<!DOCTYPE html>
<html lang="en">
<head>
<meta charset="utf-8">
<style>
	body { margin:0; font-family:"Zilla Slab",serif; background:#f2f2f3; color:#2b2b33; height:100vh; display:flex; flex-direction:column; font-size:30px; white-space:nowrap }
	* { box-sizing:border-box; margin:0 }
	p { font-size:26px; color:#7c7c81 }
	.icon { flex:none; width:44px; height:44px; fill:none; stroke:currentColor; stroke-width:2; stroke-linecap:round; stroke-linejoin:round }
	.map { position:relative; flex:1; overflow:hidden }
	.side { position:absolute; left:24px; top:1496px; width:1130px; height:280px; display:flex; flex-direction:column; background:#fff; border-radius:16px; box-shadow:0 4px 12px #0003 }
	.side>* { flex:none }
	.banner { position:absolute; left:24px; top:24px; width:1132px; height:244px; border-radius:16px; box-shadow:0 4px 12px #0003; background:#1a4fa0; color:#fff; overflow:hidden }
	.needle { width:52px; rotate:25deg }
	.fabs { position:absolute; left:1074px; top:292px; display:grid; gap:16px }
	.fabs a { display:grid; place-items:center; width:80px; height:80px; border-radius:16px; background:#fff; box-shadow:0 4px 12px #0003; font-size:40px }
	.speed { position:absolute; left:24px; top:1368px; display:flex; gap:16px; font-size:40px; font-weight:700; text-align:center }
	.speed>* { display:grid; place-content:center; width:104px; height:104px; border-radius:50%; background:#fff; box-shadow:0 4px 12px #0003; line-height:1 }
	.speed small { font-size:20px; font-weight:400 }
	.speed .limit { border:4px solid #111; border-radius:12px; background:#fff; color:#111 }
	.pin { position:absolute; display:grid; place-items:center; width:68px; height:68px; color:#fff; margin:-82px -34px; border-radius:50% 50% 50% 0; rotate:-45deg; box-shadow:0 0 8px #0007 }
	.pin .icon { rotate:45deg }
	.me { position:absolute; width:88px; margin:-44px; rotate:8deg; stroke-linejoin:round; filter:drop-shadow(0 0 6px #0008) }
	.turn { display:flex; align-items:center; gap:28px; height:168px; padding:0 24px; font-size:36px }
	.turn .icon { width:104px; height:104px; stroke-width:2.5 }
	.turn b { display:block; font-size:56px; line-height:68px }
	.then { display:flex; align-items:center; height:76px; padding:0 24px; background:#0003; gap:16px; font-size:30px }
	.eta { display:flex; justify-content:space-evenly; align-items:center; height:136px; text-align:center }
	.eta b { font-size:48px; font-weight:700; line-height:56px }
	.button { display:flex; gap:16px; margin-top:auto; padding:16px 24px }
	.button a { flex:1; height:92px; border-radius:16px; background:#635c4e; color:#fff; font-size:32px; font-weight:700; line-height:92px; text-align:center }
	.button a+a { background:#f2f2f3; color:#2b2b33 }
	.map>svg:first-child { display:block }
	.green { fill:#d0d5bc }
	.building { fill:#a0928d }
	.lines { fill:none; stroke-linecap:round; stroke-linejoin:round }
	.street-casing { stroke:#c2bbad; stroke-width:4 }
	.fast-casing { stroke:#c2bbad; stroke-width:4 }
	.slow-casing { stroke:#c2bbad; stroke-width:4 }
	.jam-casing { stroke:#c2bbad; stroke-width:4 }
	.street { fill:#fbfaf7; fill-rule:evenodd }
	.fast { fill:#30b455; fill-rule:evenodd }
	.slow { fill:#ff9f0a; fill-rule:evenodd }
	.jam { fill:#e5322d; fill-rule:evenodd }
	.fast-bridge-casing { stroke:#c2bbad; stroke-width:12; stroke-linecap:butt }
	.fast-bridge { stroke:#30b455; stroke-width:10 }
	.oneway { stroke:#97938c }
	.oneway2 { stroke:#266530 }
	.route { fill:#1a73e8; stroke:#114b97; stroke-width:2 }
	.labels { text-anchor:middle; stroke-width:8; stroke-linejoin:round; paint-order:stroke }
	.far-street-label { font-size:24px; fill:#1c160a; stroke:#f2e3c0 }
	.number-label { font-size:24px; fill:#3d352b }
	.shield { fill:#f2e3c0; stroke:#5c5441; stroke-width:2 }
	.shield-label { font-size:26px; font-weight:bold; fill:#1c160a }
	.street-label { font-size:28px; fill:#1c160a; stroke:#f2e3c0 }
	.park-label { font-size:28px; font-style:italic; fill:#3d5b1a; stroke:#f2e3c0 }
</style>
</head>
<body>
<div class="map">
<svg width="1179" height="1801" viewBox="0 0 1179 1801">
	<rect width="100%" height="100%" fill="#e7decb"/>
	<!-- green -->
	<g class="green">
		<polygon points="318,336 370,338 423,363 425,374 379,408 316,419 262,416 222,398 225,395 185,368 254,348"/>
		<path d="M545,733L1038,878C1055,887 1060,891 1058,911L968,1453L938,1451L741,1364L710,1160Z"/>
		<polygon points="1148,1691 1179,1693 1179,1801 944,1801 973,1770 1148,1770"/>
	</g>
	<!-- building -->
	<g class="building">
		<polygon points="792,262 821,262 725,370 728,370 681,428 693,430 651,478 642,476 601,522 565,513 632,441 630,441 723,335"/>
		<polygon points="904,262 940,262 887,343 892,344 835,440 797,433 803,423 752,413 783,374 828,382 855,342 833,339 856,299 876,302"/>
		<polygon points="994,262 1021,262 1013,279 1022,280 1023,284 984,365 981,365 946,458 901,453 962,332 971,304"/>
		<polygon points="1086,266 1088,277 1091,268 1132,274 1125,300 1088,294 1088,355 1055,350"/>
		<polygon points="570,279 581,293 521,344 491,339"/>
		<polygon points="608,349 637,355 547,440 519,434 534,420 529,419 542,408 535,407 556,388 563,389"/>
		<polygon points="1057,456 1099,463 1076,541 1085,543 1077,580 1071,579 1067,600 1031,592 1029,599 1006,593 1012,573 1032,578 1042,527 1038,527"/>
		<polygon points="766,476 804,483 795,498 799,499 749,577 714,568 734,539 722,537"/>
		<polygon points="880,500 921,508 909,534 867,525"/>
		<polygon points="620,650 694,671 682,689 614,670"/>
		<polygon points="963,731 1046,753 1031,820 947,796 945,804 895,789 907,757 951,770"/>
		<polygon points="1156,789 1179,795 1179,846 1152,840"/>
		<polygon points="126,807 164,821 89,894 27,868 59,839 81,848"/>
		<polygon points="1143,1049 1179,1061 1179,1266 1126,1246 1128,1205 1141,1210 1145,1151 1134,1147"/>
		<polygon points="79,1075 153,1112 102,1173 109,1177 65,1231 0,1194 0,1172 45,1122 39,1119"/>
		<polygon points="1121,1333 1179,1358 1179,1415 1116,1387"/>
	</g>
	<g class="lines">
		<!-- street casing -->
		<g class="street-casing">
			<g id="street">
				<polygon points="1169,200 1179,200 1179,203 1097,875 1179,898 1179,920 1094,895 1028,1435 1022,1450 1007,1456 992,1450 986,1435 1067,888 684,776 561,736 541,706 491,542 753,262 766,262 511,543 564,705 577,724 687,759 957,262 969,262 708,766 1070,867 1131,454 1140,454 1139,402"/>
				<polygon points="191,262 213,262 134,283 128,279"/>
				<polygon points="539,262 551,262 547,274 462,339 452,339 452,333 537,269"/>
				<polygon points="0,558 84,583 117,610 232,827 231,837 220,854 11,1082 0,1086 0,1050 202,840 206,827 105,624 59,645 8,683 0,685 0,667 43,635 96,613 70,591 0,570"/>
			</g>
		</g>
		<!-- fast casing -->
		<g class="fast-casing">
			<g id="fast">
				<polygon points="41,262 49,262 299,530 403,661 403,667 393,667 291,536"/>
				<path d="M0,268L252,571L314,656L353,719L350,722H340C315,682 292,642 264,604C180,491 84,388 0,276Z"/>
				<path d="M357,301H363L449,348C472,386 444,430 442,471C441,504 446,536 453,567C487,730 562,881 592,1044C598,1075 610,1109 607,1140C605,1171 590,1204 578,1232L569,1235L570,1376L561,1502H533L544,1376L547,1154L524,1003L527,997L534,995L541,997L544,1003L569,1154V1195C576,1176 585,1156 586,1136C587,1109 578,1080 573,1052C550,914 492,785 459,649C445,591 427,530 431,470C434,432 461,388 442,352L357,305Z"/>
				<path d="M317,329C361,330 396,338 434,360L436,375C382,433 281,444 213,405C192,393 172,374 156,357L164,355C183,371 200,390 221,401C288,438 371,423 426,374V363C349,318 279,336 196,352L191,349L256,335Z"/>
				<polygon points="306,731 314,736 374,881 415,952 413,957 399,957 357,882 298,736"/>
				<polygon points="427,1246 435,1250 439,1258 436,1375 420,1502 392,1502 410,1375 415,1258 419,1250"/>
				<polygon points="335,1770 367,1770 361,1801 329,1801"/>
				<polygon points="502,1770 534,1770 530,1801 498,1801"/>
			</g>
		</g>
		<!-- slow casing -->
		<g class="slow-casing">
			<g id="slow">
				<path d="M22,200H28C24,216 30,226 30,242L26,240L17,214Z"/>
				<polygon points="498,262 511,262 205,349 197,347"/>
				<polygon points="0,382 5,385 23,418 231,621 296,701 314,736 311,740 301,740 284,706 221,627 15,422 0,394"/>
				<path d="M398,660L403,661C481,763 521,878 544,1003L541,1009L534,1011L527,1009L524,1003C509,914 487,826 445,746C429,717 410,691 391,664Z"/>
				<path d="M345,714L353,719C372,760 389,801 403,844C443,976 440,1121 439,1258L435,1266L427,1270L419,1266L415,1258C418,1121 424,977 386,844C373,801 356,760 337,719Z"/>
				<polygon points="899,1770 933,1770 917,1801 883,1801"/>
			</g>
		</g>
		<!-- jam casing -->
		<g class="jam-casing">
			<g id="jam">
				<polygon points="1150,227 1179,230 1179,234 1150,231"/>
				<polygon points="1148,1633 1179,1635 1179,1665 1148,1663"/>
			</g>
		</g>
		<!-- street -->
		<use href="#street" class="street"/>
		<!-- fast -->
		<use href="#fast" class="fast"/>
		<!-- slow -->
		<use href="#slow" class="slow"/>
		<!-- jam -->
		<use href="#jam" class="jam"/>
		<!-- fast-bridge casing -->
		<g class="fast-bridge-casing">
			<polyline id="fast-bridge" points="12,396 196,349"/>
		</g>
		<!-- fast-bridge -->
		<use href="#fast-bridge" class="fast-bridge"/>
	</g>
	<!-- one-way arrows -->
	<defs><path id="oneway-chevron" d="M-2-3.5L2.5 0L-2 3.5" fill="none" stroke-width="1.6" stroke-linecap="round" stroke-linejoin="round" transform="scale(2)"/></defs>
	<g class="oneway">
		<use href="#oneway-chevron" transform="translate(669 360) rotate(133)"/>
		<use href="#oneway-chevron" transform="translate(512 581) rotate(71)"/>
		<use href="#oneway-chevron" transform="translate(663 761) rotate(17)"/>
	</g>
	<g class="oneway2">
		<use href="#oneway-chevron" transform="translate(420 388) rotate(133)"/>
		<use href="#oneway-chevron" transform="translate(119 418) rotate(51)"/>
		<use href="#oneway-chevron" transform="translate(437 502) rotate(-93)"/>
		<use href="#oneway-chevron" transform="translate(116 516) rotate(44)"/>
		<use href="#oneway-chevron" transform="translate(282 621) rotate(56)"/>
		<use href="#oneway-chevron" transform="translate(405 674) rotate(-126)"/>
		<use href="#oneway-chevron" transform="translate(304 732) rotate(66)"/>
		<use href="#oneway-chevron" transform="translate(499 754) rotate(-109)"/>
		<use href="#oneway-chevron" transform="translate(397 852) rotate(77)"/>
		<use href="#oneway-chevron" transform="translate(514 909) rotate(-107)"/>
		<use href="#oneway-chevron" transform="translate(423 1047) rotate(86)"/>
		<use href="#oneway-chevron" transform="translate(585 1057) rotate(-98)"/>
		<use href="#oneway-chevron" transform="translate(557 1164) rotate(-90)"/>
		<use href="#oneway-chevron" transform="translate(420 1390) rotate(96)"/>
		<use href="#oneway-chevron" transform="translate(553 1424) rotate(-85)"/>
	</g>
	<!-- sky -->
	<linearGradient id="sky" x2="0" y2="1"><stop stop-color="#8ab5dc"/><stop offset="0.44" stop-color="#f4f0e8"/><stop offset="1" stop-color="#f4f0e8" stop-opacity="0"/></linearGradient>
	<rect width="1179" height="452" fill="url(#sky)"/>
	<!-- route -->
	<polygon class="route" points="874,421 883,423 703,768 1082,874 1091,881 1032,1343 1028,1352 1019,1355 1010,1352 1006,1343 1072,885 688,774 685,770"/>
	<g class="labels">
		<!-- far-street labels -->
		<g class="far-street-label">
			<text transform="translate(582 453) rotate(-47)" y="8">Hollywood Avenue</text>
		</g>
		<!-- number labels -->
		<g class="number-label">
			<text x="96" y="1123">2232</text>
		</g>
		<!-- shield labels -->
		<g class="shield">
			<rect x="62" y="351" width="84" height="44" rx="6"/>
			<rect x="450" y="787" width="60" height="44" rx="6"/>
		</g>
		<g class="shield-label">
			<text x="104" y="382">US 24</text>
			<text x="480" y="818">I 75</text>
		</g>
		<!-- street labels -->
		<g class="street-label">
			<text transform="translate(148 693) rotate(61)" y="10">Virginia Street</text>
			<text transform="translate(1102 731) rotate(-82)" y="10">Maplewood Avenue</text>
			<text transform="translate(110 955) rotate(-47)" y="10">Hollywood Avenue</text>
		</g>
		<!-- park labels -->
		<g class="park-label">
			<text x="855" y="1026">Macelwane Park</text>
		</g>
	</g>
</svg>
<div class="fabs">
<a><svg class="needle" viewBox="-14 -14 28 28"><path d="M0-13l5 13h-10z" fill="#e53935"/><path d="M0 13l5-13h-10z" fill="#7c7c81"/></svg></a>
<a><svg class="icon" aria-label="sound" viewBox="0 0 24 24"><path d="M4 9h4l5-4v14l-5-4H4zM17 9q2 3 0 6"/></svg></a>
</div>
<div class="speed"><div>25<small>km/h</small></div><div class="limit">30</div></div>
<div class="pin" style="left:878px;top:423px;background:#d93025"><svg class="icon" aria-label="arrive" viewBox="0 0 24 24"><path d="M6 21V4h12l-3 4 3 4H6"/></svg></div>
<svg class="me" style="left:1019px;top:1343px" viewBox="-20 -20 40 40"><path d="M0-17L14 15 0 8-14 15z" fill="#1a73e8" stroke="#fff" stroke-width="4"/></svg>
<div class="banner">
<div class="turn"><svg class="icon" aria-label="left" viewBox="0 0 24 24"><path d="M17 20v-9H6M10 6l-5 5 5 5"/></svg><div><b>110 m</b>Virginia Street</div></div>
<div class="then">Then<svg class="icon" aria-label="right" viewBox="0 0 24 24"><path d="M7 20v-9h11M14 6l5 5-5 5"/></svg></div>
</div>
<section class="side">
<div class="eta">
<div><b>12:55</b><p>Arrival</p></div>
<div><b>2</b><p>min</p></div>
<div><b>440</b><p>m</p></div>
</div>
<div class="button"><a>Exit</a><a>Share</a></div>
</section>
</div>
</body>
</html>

★ ★ ★

_Your goal:_ Filter the material above down to the lines that hold the word "fabs".

_Output below:_
	.fabs { position:absolute; left:1074px; top:292px; display:grid; gap:16px }
	.fabs a { display:grid; place-items:center; width:80px; height:80px; border-radius:16px; background:#fff; box-shadow:0 4px 12px #0003; font-size:40px }
<div class="fabs">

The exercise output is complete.